Brief: Go through the material below, noting each line where the string "screen" appears, and give only the total.
::: Input material :::
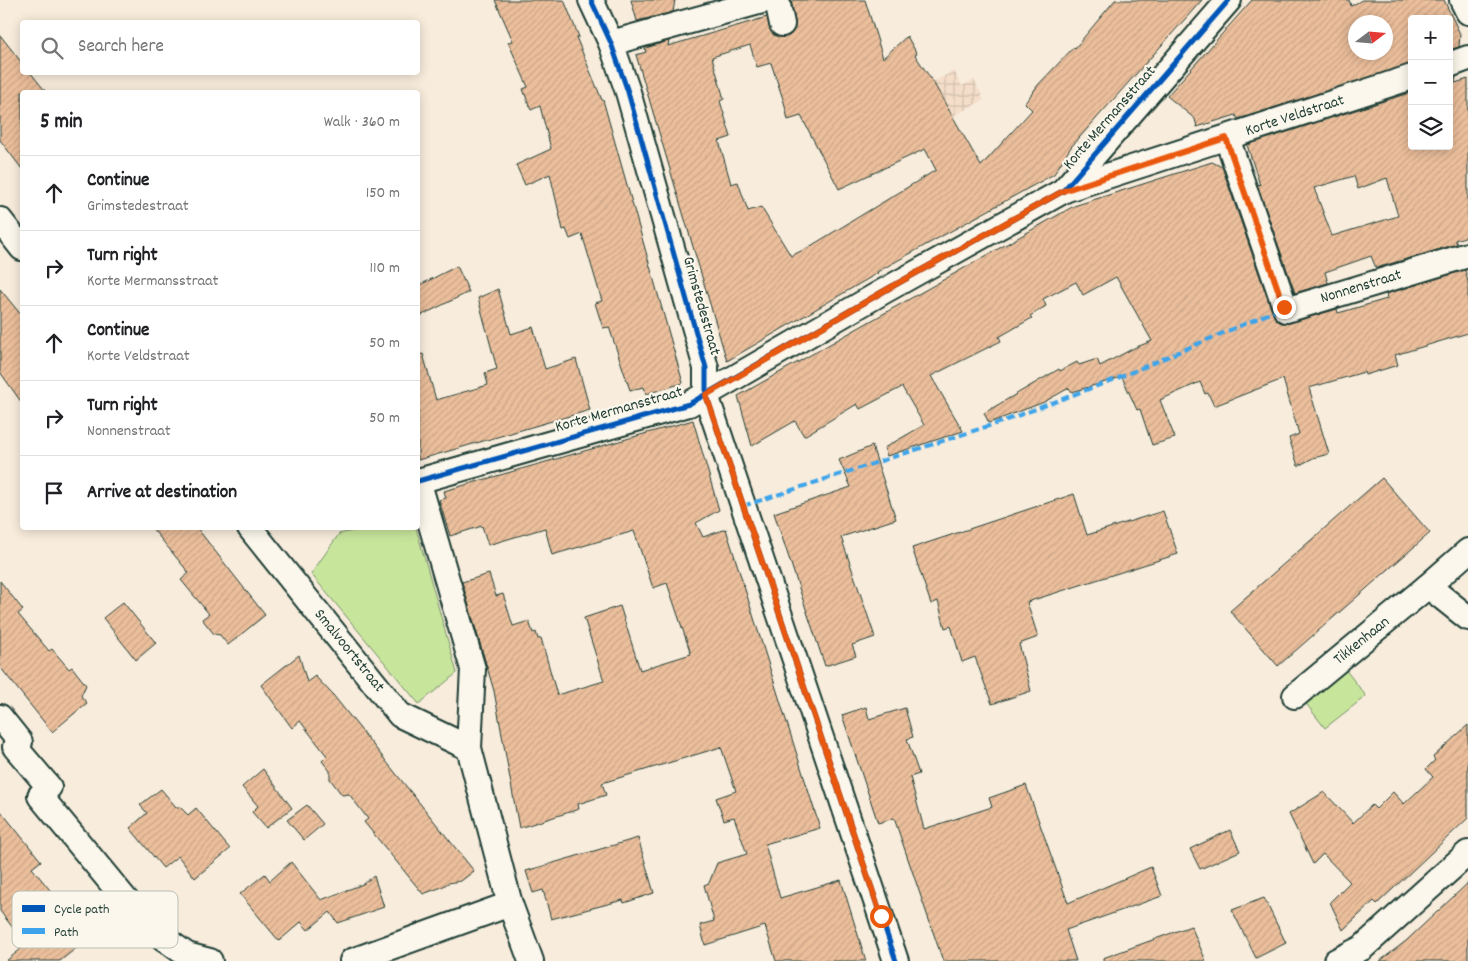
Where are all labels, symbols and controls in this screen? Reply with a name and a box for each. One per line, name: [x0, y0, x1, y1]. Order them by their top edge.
:::
::: Input material :::
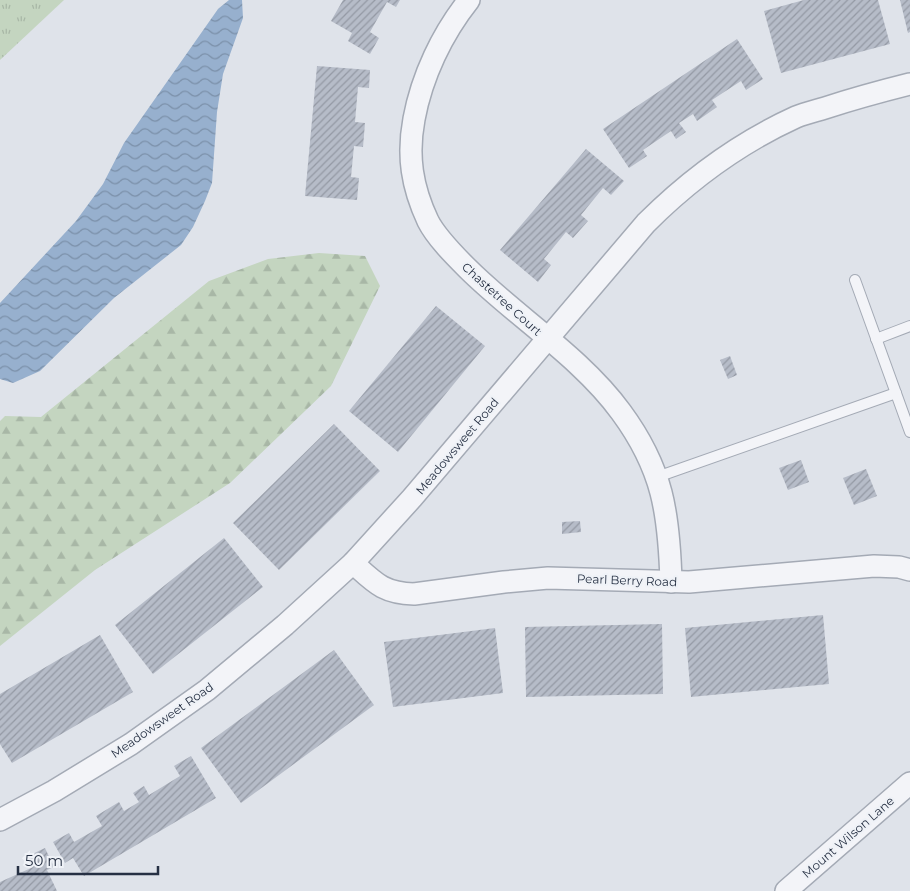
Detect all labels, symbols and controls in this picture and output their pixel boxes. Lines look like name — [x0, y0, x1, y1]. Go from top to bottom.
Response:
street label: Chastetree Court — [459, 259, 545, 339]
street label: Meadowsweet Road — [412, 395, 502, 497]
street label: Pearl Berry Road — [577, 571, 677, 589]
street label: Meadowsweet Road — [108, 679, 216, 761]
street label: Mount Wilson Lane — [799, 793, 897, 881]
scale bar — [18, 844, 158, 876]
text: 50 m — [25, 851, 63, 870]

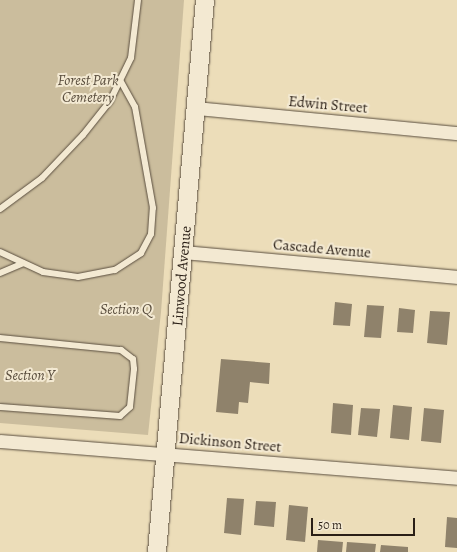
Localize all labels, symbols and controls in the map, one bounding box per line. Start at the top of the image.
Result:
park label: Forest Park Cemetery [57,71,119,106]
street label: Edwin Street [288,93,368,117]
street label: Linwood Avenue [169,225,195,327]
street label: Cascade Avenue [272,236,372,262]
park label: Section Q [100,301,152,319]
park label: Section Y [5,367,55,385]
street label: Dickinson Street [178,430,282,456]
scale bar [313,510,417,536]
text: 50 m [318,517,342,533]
:::
::: Input material :::
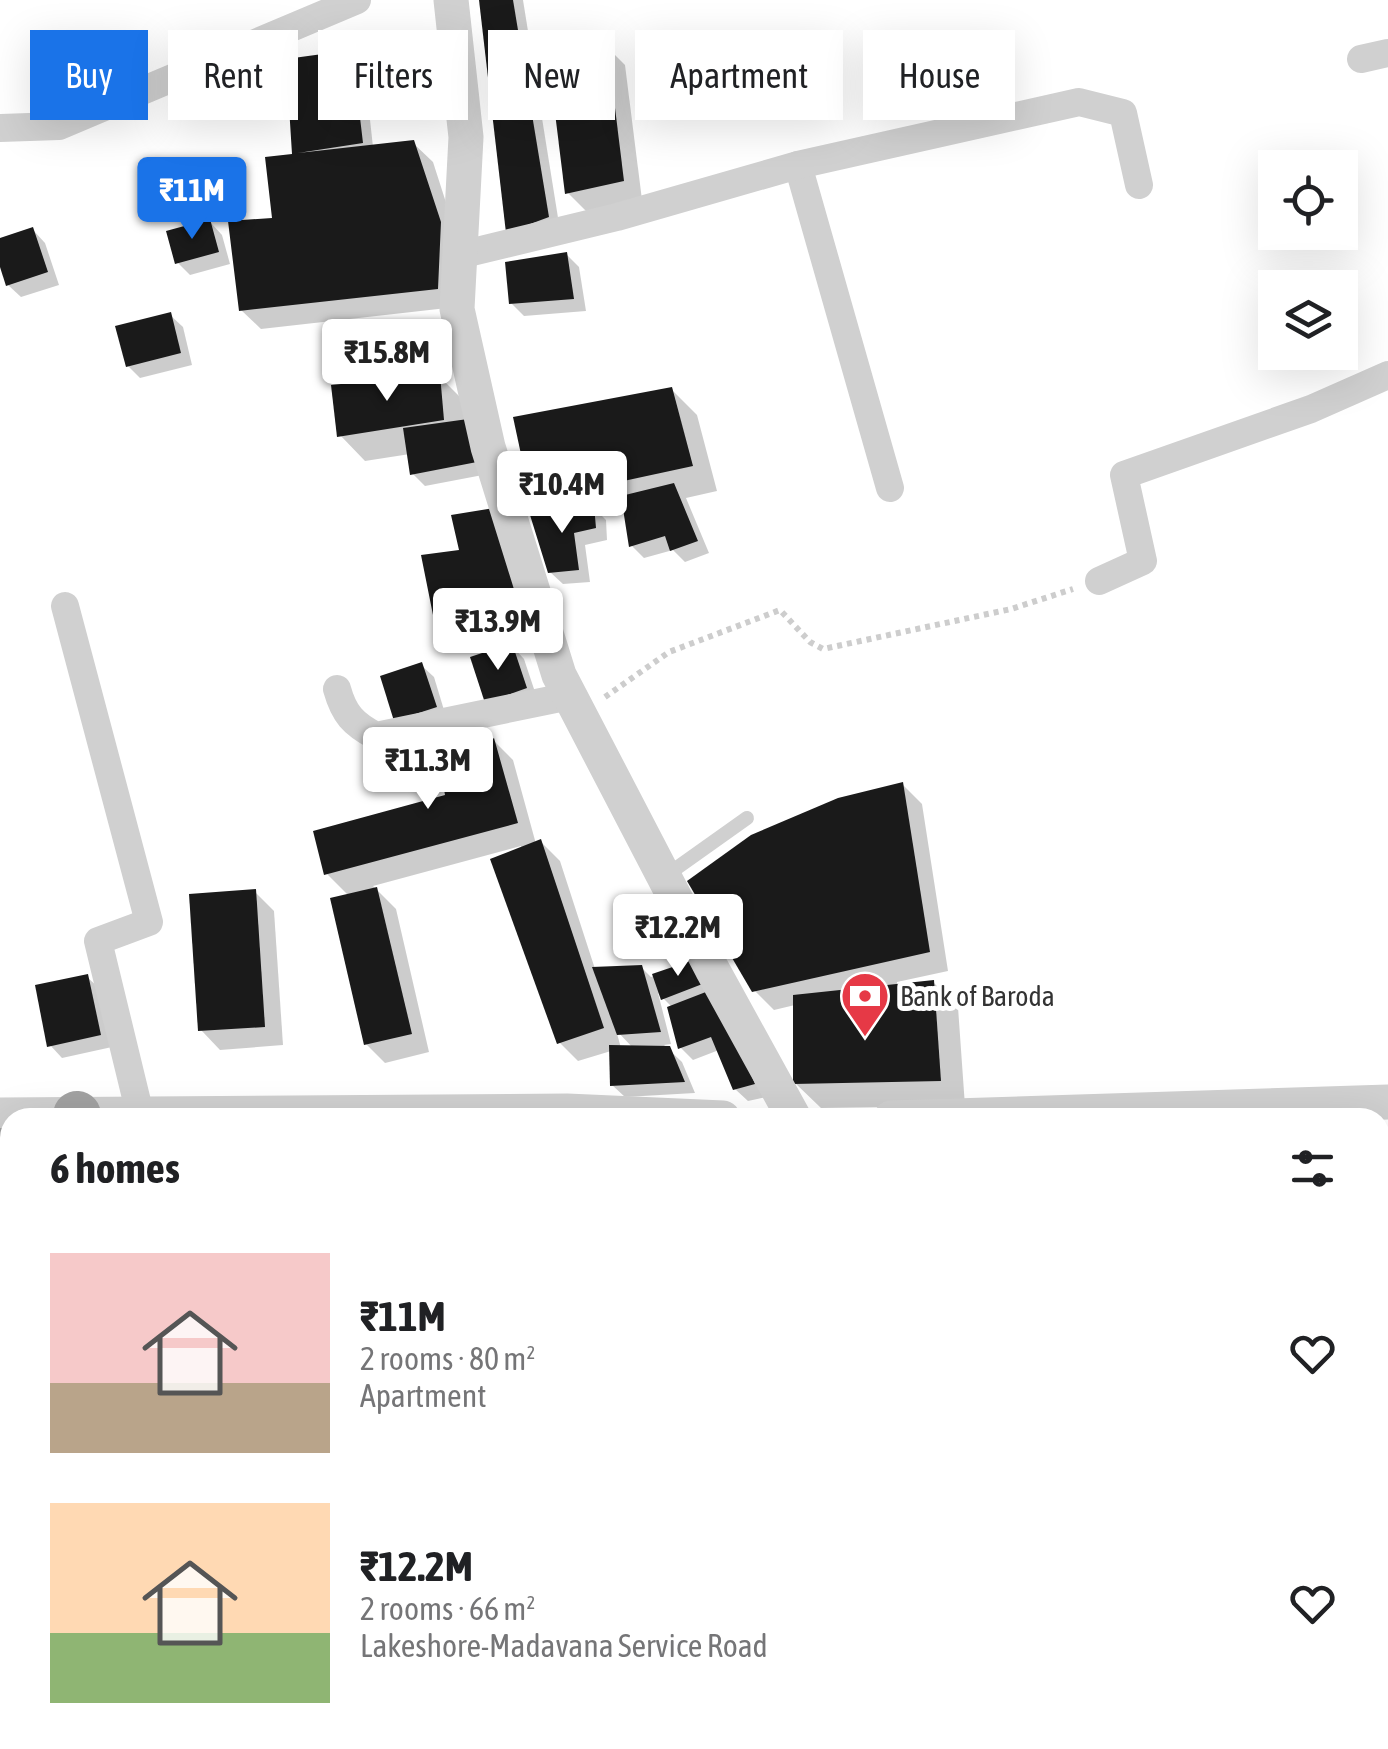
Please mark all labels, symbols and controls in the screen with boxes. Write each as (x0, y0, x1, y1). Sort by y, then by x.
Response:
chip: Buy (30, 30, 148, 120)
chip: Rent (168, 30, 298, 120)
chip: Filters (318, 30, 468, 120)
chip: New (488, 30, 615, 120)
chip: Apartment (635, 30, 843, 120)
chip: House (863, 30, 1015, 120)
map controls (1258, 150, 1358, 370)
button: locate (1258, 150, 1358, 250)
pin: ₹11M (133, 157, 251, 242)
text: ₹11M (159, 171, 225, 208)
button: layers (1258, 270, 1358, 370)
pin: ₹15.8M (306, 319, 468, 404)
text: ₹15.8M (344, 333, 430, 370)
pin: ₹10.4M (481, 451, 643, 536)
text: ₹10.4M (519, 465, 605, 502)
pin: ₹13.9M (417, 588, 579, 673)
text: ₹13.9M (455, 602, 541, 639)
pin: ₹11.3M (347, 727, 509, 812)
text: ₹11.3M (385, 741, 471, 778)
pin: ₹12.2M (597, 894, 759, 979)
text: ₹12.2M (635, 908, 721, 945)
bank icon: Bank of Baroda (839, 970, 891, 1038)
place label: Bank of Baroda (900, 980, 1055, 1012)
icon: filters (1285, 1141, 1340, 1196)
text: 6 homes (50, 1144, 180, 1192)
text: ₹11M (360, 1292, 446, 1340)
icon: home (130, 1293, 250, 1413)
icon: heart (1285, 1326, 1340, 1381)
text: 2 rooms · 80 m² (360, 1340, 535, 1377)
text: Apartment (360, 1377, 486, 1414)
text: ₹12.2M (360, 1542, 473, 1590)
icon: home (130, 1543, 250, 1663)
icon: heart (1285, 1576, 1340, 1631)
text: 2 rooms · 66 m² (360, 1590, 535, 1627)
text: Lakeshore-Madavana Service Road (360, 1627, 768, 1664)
:::
Answer for this exercise: 2